The task:
Read the data, and whenever a line holds the word "left", report that line.

Information given:
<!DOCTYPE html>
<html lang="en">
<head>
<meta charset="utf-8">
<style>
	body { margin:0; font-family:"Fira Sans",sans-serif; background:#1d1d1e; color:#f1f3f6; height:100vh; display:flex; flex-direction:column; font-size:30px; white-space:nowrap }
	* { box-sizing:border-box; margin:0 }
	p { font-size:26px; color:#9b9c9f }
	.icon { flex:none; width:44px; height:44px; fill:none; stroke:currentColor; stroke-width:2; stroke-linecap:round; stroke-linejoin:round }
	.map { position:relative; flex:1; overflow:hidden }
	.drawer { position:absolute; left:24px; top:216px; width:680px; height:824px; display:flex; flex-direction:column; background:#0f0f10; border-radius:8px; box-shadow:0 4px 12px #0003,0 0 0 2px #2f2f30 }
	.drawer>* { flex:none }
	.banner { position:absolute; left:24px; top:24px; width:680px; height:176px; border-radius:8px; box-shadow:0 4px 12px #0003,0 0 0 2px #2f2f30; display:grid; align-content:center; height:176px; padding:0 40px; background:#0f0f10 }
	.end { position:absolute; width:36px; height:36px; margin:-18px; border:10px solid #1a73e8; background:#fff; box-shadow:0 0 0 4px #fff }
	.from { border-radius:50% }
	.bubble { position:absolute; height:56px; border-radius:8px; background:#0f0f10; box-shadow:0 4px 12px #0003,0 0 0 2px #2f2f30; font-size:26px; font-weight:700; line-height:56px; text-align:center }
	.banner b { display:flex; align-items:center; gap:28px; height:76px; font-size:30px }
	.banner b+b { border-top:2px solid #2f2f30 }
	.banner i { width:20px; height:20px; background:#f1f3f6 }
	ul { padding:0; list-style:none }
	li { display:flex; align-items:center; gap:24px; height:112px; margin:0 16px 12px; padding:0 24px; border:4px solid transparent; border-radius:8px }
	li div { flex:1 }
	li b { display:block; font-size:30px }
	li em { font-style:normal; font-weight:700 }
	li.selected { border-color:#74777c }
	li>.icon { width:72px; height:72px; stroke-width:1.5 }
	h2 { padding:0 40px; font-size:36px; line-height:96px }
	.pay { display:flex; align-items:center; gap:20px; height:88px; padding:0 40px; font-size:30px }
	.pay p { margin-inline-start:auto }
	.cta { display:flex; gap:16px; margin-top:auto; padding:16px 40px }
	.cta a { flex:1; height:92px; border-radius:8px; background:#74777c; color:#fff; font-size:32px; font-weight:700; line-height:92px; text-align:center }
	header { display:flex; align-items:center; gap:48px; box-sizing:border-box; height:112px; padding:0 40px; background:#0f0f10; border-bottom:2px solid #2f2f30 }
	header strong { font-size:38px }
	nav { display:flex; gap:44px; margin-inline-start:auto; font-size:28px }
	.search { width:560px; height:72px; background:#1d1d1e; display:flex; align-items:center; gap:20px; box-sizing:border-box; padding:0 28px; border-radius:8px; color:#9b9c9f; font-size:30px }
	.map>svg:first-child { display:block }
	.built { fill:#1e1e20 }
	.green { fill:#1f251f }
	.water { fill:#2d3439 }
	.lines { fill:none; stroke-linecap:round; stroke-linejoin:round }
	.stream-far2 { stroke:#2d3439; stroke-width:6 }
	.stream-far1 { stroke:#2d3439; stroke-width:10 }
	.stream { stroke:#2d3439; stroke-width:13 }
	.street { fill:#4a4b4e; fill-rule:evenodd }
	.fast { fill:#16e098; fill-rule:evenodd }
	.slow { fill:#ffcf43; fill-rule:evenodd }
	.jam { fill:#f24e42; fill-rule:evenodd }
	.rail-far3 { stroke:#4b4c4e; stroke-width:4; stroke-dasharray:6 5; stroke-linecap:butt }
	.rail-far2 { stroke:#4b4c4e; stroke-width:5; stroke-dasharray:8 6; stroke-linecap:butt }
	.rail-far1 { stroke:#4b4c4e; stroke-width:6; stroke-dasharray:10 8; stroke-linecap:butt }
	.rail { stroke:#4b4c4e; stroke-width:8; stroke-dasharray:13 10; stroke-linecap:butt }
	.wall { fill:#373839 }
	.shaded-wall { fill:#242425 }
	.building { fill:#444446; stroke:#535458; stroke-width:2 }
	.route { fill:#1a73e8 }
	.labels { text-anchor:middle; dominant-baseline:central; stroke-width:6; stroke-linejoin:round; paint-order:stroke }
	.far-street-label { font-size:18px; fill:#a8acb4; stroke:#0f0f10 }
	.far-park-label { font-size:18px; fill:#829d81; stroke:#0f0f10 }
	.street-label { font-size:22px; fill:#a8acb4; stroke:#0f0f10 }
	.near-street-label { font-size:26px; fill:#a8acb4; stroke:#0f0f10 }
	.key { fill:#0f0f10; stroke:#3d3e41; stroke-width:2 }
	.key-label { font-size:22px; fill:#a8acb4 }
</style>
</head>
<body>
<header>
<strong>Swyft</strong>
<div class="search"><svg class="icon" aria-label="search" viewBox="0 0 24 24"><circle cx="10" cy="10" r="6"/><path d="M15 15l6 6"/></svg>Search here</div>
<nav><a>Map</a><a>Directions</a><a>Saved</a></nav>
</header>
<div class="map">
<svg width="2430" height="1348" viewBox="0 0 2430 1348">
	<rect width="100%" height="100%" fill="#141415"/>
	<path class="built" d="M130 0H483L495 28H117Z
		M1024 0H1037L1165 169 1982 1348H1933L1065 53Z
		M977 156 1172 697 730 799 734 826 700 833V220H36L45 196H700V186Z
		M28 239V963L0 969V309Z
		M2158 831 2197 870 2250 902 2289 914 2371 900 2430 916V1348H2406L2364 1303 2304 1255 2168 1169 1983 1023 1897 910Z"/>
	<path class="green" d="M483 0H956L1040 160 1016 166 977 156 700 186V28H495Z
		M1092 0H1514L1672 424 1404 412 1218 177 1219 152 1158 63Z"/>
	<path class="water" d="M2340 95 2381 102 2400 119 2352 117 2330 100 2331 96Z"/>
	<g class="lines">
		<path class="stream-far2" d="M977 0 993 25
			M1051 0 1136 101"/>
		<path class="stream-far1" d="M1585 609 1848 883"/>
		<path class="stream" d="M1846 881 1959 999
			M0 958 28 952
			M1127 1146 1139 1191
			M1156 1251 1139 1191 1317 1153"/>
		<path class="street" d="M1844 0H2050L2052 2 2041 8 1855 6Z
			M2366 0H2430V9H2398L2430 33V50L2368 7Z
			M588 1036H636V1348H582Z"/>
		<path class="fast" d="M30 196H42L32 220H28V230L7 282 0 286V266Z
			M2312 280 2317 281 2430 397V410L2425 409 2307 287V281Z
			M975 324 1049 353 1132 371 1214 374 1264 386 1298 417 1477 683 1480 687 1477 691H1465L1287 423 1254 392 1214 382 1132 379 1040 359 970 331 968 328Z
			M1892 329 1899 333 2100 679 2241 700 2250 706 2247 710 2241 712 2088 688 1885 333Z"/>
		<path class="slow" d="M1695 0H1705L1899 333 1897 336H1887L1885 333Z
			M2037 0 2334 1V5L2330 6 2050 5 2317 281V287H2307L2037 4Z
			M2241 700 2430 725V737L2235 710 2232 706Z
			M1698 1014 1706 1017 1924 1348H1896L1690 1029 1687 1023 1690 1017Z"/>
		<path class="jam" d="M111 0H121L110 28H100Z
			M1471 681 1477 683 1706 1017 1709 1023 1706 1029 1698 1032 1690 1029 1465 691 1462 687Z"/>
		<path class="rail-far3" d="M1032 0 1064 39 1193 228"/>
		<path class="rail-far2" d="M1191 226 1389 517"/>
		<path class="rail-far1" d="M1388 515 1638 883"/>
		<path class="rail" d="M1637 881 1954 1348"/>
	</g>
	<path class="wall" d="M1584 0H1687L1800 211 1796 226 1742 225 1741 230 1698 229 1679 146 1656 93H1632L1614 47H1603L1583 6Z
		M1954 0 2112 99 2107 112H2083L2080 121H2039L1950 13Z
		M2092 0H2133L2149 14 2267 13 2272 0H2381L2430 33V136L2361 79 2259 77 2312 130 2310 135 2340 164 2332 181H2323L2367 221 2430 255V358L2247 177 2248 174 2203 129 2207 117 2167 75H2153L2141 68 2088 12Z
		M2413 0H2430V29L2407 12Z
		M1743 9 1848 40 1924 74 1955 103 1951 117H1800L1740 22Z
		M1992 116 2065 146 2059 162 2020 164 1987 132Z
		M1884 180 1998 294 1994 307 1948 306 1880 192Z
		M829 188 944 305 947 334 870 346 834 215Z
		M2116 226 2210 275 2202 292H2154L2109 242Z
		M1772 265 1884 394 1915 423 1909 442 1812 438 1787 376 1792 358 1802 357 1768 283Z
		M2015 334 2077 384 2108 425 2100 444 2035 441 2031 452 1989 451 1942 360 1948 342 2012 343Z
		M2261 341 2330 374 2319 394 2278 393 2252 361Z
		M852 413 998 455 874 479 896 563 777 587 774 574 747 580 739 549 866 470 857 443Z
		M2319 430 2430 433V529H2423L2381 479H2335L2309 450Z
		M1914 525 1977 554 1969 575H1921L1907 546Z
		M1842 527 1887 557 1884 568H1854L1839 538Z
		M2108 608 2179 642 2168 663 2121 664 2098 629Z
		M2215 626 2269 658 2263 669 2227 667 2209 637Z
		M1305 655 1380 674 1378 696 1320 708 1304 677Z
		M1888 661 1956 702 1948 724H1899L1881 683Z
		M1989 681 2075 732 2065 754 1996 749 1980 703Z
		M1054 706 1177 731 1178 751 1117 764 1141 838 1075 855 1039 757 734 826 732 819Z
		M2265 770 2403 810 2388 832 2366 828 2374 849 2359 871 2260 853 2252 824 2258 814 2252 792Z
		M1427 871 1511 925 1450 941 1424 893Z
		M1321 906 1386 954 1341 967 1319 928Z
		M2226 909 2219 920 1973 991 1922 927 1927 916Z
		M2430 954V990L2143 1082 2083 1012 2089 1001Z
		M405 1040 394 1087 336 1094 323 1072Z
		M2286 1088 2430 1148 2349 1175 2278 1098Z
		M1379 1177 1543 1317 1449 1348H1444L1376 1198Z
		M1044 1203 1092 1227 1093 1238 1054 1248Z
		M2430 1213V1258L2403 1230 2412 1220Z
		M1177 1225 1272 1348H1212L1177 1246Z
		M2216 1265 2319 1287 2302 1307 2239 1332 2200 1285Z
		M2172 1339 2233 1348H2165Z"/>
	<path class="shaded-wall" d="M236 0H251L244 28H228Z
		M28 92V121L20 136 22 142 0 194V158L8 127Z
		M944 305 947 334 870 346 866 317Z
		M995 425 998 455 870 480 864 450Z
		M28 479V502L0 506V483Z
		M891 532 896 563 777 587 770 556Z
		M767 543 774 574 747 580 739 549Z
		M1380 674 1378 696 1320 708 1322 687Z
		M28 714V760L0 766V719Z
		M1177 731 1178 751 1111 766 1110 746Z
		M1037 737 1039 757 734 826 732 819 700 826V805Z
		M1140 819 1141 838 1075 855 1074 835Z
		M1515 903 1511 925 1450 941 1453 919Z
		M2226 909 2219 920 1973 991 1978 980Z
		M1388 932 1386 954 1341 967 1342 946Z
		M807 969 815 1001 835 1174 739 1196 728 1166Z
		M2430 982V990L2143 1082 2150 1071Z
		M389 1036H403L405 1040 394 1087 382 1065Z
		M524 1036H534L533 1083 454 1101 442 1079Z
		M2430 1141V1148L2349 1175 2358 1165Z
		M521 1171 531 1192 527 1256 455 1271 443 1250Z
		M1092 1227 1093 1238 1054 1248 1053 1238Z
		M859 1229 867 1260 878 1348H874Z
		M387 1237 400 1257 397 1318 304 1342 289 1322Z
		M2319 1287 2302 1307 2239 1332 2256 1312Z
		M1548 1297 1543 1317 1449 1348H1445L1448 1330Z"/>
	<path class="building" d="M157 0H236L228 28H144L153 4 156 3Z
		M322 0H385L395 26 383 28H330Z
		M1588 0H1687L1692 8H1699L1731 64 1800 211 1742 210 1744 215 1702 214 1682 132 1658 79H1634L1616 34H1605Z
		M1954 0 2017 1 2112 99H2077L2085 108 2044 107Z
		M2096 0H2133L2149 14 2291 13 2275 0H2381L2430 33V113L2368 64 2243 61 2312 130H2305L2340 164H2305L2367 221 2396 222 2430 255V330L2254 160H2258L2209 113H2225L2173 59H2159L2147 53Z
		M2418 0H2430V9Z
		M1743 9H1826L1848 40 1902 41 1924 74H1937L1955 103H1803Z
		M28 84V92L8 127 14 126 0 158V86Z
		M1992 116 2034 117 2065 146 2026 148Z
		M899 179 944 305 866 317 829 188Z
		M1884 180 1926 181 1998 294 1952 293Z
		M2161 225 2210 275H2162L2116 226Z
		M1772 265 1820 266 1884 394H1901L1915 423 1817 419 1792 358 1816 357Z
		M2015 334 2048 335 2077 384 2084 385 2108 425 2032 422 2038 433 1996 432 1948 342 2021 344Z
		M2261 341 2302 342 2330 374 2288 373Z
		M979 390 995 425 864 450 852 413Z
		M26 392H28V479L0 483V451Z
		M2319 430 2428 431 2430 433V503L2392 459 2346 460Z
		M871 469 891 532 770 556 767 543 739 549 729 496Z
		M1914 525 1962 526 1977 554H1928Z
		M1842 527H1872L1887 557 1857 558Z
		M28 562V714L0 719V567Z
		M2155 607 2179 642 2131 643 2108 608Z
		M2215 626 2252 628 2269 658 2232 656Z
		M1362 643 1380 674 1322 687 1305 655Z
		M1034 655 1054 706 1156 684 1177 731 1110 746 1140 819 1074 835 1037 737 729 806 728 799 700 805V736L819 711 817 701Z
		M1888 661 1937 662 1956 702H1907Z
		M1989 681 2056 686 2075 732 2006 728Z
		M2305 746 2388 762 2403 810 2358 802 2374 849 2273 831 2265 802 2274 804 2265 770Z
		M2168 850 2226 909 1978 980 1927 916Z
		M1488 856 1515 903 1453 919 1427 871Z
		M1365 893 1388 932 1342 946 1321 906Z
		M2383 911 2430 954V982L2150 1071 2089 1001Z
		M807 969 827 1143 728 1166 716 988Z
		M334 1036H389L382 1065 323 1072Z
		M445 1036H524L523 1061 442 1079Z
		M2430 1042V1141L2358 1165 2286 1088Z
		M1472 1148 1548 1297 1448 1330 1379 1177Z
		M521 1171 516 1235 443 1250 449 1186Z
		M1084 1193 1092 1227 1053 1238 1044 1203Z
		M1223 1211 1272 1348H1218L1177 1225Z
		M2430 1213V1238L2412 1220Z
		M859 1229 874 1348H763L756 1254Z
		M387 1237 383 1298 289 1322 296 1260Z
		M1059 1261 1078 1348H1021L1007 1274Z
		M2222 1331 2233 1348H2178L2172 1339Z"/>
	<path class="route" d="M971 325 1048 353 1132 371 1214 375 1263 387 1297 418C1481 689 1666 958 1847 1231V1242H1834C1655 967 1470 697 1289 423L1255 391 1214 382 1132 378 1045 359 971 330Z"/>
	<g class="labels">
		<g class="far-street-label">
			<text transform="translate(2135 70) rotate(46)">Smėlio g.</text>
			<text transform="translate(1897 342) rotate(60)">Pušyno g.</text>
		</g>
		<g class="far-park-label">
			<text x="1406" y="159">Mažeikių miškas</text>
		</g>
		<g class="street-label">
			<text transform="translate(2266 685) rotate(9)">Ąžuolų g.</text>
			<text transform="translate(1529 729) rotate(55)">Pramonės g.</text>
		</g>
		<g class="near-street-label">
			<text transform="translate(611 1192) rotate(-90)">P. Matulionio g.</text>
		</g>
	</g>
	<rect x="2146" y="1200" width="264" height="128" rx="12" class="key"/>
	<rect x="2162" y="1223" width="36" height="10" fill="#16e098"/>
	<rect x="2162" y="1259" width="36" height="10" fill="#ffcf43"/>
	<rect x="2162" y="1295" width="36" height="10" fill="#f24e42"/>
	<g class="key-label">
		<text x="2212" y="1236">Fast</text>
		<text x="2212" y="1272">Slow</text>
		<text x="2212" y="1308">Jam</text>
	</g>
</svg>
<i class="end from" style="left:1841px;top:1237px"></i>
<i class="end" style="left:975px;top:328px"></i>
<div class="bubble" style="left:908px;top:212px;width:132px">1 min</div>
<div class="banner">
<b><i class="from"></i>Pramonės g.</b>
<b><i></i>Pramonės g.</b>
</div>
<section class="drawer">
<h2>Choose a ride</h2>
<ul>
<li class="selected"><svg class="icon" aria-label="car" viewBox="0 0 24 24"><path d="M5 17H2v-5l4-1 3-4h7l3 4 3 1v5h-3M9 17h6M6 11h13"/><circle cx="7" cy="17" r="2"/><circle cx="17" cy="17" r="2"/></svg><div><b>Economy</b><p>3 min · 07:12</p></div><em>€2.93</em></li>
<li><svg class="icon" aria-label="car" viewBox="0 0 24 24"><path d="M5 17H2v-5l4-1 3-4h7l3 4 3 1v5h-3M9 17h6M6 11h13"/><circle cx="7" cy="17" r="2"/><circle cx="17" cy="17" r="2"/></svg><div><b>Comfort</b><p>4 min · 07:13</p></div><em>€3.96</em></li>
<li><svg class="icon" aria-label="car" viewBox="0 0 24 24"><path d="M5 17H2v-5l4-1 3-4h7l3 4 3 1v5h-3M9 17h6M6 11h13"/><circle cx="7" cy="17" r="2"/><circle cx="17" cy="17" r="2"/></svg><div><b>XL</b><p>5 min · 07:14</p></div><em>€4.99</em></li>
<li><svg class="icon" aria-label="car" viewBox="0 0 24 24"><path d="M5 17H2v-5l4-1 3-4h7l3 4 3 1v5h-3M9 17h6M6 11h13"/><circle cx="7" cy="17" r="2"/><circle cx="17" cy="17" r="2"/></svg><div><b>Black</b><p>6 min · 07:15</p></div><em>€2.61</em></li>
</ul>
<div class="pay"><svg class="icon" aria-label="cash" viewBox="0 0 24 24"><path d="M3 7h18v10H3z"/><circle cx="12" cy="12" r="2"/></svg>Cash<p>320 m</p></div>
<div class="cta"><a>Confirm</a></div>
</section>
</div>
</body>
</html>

Response box:
	.drawer { position:absolute; left:24px; top:216px; width:680px; height:824px; display:flex; flex-direction:column; background:#0f0f10; border-radius:8px; box-shadow:0 4px 12px #0003,0 0 0 2px #2f2f30 }
	.banner { position:absolute; left:24px; top:24px; width:680px; height:176px; border-radius:8px; box-shadow:0 4px 12px #0003,0 0 0 2px #2f2f30; display:grid; align-content:center; height:176px; padding:0 40px; background:#0f0f10 }
<i class="end from" style="left:1841px;top:1237px"></i>
<i class="end" style="left:975px;top:328px"></i>
<div class="bubble" style="left:908px;top:212px;width:132px">1 min</div>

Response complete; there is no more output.